25. That packet included: (a) a 128‑row Forensic State Transition Matrix documenting whether enforcement‑relevant state transitions in Odyssey were supported by lawful predicates and adjudicative events; (b) a Mandamus Control Map confining requested relief to ministerial record correction and preservation of evidence; (c) a 64‑step Odyssey Audit Checklist for independent verification; and (d) certified exhibits such as the writs, orders, and my Motion to Quash.

26. As of the date of my PX8.5 filing, I have not received substantive responses from those oversight bodies, but the forensic materials show that the enforcement‑without‑judgment sequence in GV25037264‑00 is not an isolated clerical error; it reflects systemic workflow vulnerabilities in the Odyssey case‑management platform.

F. Serial Circuit Court E‑Filing Attempts and Rejections

27. Between September 24, 2025 and February 17, 2026, I made repeated good‑faith attempts to file Circuit‑Court‑ directed petitions and motions seeking declaratory, injunctive, sanctions, and mandamus‑style relief concerning the unlawful detainer proceedings and the enforcement‑without‑judgment sequence.
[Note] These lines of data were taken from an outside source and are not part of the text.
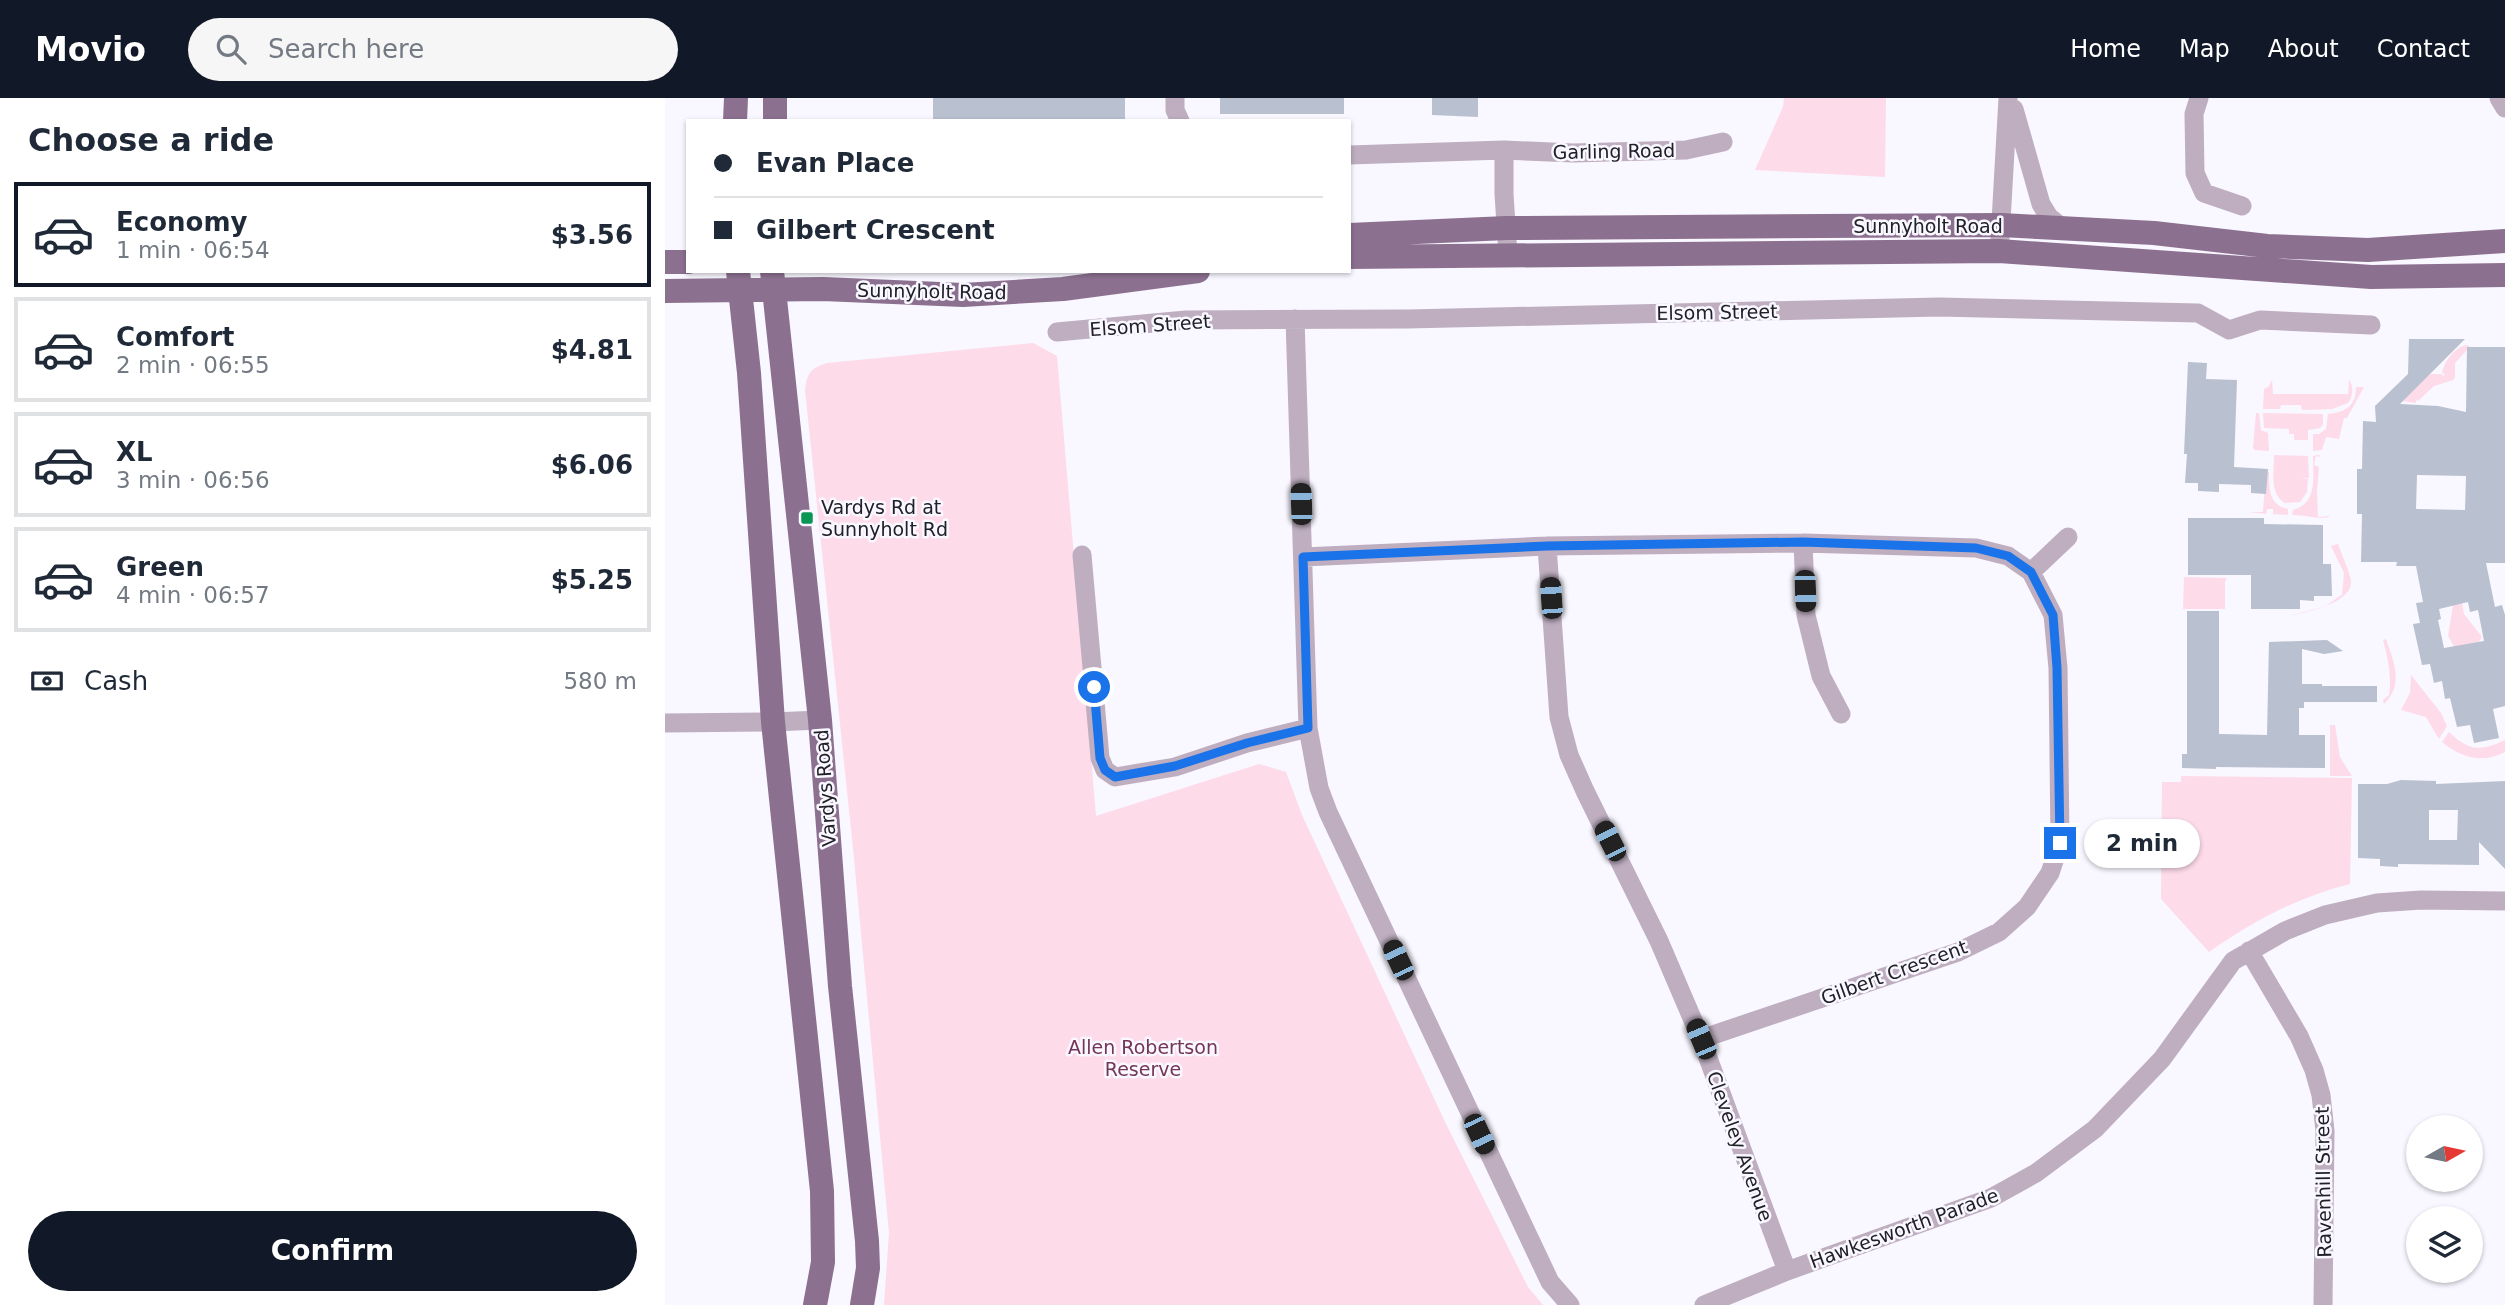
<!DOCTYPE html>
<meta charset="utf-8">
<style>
:root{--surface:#fff;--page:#f6f6f7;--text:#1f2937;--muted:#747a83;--line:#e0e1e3;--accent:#111827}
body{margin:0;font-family:"DejaVu Sans",sans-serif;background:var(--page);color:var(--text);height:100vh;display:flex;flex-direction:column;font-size:26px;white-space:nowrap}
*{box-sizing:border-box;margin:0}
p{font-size:23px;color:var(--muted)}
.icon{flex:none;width:38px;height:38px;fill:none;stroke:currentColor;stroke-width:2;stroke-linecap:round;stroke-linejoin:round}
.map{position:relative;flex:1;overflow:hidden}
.panel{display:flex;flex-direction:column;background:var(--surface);width:665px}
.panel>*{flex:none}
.top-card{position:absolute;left:21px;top:21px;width:665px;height:154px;border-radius:0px;box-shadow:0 2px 5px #0004;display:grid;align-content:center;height:154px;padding:0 28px;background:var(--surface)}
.needle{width:46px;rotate:81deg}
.buttons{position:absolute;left:1741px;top:1017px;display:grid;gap:14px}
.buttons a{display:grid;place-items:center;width:77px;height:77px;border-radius:50%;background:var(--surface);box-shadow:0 2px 5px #0004;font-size:35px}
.end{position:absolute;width:32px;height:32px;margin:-16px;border:9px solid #1a73e8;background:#fff;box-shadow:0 0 0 4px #fff}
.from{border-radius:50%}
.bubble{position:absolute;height:49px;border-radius:24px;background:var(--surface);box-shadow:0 2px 5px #0004;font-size:23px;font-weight:800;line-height:49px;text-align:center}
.car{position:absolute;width:21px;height:42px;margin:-21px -10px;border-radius:9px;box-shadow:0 0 5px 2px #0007;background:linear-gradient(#222 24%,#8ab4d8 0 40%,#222 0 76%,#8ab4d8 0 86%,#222 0)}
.top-card b{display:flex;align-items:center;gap:24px;height:66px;font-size:26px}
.top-card b+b{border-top:2px solid var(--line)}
.top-card i{width:18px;height:18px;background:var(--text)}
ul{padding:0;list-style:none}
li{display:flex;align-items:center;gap:21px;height:105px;margin:0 14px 10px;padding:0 14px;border:4px solid var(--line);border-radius:0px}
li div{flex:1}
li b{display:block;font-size:26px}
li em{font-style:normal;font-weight:800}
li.selected{border-color:var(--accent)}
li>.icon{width:63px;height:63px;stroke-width:1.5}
h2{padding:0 28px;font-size:32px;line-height:84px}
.pay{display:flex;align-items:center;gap:18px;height:77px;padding:0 28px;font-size:26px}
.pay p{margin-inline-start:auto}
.action{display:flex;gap:14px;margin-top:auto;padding:14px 28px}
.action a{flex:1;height:80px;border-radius:42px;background:var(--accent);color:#fff;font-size:28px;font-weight:800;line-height:80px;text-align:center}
header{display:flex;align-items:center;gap:42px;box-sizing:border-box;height:98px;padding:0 35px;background:var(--accent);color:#fff}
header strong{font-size:33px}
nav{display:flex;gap:38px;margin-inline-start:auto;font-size:24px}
.search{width:490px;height:63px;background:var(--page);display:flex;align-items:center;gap:18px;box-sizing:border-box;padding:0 24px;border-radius:38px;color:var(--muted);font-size:26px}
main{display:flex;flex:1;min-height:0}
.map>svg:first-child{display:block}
</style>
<header>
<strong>Movio</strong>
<div class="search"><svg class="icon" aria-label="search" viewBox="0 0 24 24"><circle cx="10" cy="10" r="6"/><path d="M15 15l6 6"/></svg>Search here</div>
<nav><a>Home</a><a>Map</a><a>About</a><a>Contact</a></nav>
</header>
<main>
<section class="panel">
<h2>Choose a ride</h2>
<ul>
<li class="selected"><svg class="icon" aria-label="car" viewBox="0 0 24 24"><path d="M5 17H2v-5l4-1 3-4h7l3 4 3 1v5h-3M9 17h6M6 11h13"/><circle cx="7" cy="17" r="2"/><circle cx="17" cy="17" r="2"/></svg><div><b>Economy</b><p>1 min · 06:54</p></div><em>$3.56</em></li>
<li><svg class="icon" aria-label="car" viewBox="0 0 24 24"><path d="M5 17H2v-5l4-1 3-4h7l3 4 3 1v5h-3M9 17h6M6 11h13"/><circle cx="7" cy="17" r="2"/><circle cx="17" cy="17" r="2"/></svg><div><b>Comfort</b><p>2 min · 06:55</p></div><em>$4.81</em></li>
<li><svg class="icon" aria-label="car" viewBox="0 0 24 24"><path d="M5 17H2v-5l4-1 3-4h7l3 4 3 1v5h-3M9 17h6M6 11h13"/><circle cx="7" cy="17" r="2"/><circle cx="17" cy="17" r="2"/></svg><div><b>XL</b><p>3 min · 06:56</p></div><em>$6.06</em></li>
<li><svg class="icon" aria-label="car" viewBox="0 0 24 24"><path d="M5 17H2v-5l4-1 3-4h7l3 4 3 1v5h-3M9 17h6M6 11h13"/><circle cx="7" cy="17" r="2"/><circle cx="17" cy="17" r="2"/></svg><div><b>Green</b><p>4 min · 06:57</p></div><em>$5.25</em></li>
</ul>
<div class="pay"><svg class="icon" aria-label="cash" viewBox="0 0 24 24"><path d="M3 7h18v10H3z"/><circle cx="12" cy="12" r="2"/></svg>Cash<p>580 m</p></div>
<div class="action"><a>Confirm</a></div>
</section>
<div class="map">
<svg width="1840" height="1207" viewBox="0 0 1840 1207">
<rect width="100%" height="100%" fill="#f9f7ff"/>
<!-- green -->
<path fill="#fddbe9" d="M1119,0H1221L1220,79L1090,72L1118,9Z
M368,245L392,258L431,718L594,666L621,674L637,717L781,1026L863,1189L878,1207H219L224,1135L188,750L140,292C142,275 146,270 162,265Z
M1801,247L1804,248V250L1790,265V279L1788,282L1769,288L1753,303L1751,302V305L1738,303L1765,276H1777L1778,278L1780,276L1777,275C1779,264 1789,250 1801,247Z
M1607,282L1608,296H1683L1684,282C1689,288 1688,300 1683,305L1667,311L1637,312L1636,307H1616L1615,311H1598L1599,291L1604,288Z
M1691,289H1699L1682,320H1679L1674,341L1661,339L1657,352L1648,353V336H1654L1661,331L1663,316C1681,314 1691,308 1691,289Z
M1591,315H1594L1596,332L1603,335L1604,353L1590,352L1588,350Z
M1598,315L1658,316V326L1655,330L1643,332V342H1629V336H1624V331L1599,330Z
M1609,357L1643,358L1644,380H1637L1643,381L1642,394L1635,404L1620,405C1604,396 1609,374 1609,357Z
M1654,357L1656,359L1651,358L1649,367L1654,369L1652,394L1653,419L1666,418C1656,423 1640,416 1627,417L1628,412C1653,405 1648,379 1648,358Z
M1601,374H1604C1604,392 1604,407 1623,411V417L1608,416V411H1602L1601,416L1584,414H1598Z
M1673,446C1677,458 1684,472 1686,483C1688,506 1637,515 1621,519L1661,508L1676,497L1677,498L1679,475L1666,448Z
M1519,479L1562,480L1560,483V511H1518Z
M1790,495H1795L1799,516L1817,539L1801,564H1798L1783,538Z
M1721,541C1729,564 1739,587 1719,606L1718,602L1724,597C1727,580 1723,560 1718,542Z
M1746,577L1776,615L1782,628L1774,641L1761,619L1736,612L1745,595Z
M1665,627H1670L1675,659L1687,678H1665Z
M1784,634C1804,653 1815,654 1840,642V654C1817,666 1797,660 1777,644Z
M1516,678L1687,680L1685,786C1633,799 1588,823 1544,854L1496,801L1497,684H1516Z"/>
<!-- building -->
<path fill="#b9c0cf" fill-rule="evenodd" d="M268,0H460V23H268Z
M555,0H679V16H555Z
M767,0H813V19L767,17Z
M1744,241H1800L1735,306L1773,308L1801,314L1802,249H1840V465H1821L1830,509L1837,507L1840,517V608L1828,611L1834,640L1809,645L1805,627L1792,629L1785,600L1780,601L1777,583L1769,585L1765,566L1757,567L1748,526L1755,525L1751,505L1758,504L1751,468H1731L1732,464H1696L1697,416H1692V371H1697L1698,323L1711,324L1710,308L1743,276ZM1752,377L1801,378L1800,412L1751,411ZM1803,504L1805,514L1813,512L1819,543L1779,550L1773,522L1776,521L1774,511Z
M1523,264L1542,265L1541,281L1572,282L1569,369L1603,371L1601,396L1586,395V387L1554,386V394L1533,393V385H1520L1522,356H1519Z
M1523,420H1599V426L1658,427V466H1666L1667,498H1649V503L1635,502V511H1586V477H1523Z
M1522,513H1554V636L1602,637L1604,544L1662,542L1678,553L1659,556L1637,551V586H1657V588H1712V604H1639V610H1634V637H1660V670L1551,669V671L1517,670V656H1522Z
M1736,682L1771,683V686L1840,683V771L1814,744V767L1733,766V769L1715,768V761L1693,760V686H1722ZM1764,712H1793L1792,742H1764Z"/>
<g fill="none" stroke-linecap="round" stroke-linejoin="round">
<!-- minor -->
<path stroke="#beaec0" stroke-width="19" d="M510,0V12L515,23
M1534,0L1529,16L1530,75L1539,95L1577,108
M1834,0L1840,10
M1349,11L1376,106L1384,119L1399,131
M839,52V96L843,157
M684,57L839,52L908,55L1021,52L1058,44
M1335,141L1343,0
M630,221L643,630L654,690L663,714L885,1184L905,1207
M392,234L521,222L743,221L1274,209L1533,215L1564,232L1595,222L1706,227
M1138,445L1141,517L1156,578L1176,616
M882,448L894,619L904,657L920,693L994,843L1036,941L1122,1173
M417,457L435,660L440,672L450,679L510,669L582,645L643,630
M638,459L882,448L1138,445L1311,450L1343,458L1366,474L1388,517L1393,570L1395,745L1385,775L1362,809L1334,834L1293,854L1036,941
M1366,474L1403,439
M0,625L108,624L155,622
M1584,853L1634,938L1649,972L1656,997L1660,1033L1658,1207
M1039,1207L1122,1173L1326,1100L1371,1075L1430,1031L1497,961L1568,863L1620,833L1660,817L1712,805L1756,802L1840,803"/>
<!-- major -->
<path stroke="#8c7090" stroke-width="24" d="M70,23L71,0
M110,23V0
M684,137L842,130L1336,127L1489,135L1602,148L1703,152L1840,143
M684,159L1334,153L1706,179L1840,177
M0,164H23
M73,173L84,275L108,624L157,1093L158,1164L150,1207
M107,173L155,622L175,888L202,1143L203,1170L197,1207
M0,193L158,191L298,197L398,191L533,173"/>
</g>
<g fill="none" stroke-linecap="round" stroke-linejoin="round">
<!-- route -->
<path stroke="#1a73e8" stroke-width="9" d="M429,589L435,660L440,672L450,679L510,668L582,645L643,630L638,459L882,448L1138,444L1311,450L1343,458L1366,474L1388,517L1392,570L1395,745"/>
</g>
<!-- markers -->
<rect fill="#0b9554" stroke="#f9f7ff" stroke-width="2.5" x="135" y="413" width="14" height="14" rx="3.5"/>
<g text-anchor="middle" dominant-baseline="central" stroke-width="5" stroke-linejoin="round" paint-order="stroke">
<!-- street labels -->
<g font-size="19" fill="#212026" stroke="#f9f7ff">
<text transform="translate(949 53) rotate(-1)">Garling Road</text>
<text x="1263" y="128">Sunnyholt Road</text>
<text transform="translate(267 193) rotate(1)">Sunnyholt Road</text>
<text transform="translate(1052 214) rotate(-1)">Elsom Street</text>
<text transform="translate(485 227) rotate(-4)">Elsom Street</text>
<text transform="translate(160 690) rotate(-94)">Vardys Road</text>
<text transform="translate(1229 874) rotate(-20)">Gilbert Crescent</text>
<text transform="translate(1075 1048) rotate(70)">Cleveley Avenue</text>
<text transform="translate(1658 1084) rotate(-91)">Ravenhill Street</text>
<text transform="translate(1239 1130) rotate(-20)">Hawkesworth Parade</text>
</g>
<!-- poi labels -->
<g font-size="19" fill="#212026" stroke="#f9f7ff" text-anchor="start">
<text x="156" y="409">Vardys Rd at<tspan x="156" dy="22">Sunnyholt Rd</tspan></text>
</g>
<!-- park labels -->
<g font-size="19" fill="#753556" stroke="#f9f7ff">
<text x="478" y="949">Allen Robertson<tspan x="478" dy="22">Reserve</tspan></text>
</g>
</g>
</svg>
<div class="buttons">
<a><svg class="needle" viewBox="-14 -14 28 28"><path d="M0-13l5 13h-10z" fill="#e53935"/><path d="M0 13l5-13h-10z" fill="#747a83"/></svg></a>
<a><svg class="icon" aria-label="layers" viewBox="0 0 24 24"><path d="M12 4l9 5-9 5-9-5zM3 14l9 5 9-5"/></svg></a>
</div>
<i class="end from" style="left:429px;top:589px"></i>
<i class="end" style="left:1395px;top:745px"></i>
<div class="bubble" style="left:1419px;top:721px;width:116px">2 min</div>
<i class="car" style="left:636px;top:406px;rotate:358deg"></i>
<i class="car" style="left:1140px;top:493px;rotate:178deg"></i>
<i class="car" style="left:886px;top:500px;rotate:356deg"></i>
<i class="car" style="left:945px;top:743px;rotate:333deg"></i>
<i class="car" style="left:733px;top:862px;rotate:335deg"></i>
<i class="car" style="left:1036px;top:941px;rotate:337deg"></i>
<i class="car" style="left:814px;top:1036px;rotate:155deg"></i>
<div class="top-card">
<b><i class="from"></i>Evan Place</b>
<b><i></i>Gilbert Crescent</b>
</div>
</div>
</main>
28. The e‑filing record reflects multiple envelopes that were rejected for varying and often inconsistent reasons, including that the matter was “not a Circuit Court matter,” that filings “must be filed with General District Court,” that fee‑waiver forms could not be accepted electronically, or that the initiating document was “not in proper Petition or Complaint format.”

29. Despite these rejections, I consistently tendered signed, captioned pleadings with numbered paragraphs and specific prayers for relief, selected “Declaratory Judgment – No Monetary Damages” as the civil case type when required, and attempted to comply with the clerk’s evolving instructions.

30. As a result of these serial rejections, I incurred more than $400.00 in filing‑related costs, including repeated payment of filing fees and associated service or transmission expenses, without ever obtaining a docketed Circuit Court case or judicial review on the merits.

31. None of the rejection messages cited a specific Virginia statute, Supreme Court Rule, or local administrative order that my pleadings violated; instead, they rested on characterizations that the matter “must be in GDC,” that the filings “looked like a letter,” or that appeals must start in GDC, even though my submissions explicitly sought original Circuit Court relief unavailable in General District Court.

Verification

I declare under penalty of perjury under the laws of the Commonwealth of Virginia that the foregoing is true and correct to the best of my knowledge, information, and belief.